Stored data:
____________________
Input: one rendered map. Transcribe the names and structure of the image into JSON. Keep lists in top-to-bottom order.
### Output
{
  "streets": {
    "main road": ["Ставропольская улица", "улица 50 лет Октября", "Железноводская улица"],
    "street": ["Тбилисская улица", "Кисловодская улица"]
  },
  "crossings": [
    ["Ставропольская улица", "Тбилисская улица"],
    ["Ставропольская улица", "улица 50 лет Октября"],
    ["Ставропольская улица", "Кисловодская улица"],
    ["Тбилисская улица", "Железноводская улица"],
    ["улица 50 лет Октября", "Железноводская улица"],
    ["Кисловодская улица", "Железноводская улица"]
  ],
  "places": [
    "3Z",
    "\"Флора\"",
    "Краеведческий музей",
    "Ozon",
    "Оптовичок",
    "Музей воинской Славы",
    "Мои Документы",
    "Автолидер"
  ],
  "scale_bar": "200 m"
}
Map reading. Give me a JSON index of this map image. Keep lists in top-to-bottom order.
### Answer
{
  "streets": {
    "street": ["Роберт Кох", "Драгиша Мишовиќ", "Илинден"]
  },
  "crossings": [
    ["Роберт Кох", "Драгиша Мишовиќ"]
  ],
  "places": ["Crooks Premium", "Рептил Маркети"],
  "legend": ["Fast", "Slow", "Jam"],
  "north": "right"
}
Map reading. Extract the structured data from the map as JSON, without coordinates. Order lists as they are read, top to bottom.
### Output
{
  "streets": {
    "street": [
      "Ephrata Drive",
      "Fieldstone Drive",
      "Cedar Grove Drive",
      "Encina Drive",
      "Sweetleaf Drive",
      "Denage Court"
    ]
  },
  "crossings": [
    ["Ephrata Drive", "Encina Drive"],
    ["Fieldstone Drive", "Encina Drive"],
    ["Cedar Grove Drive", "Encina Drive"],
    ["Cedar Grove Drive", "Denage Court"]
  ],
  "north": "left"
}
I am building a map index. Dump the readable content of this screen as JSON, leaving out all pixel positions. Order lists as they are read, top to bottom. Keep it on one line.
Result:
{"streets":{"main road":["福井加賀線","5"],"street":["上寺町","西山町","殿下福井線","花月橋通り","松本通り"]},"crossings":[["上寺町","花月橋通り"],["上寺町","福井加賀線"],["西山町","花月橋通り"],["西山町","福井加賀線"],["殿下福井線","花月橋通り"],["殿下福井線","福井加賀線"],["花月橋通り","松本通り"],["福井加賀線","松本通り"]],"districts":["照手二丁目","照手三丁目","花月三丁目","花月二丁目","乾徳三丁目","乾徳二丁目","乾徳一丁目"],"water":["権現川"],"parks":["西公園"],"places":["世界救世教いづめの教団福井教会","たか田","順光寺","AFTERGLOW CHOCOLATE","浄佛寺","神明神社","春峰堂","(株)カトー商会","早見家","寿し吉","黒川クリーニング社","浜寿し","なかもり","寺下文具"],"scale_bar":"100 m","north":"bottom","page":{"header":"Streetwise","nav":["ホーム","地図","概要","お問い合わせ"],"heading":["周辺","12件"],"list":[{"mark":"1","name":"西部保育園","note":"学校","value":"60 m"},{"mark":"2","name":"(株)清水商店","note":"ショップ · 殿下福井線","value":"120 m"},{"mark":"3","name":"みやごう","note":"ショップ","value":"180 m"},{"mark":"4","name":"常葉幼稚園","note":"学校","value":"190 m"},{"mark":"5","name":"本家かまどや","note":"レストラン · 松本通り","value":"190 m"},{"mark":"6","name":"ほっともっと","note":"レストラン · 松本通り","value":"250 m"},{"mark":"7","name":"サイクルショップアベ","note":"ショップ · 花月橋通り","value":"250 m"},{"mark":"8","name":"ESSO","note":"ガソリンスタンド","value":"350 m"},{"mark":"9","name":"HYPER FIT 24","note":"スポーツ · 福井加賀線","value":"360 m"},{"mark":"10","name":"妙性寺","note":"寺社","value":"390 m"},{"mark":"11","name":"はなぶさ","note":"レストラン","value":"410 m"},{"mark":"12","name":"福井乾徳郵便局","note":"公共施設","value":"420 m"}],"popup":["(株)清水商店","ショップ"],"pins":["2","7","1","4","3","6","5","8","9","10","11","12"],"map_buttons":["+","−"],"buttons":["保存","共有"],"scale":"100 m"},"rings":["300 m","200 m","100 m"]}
____________________
◆ DESCRIPTION OF THE TASK: Copy every line from the entries that contains the word "they".

◆ SOLUTION TO THIS TASK:
Map reading. Extract the structured data from the map as JSON, without coordinates. Order lists as they are read, top to bottom.
I am building a map index. Dump the readable content of this screen as JSON, leaving out all pixel positions. Order lists as they are read, top to bottom. Keep it on one line.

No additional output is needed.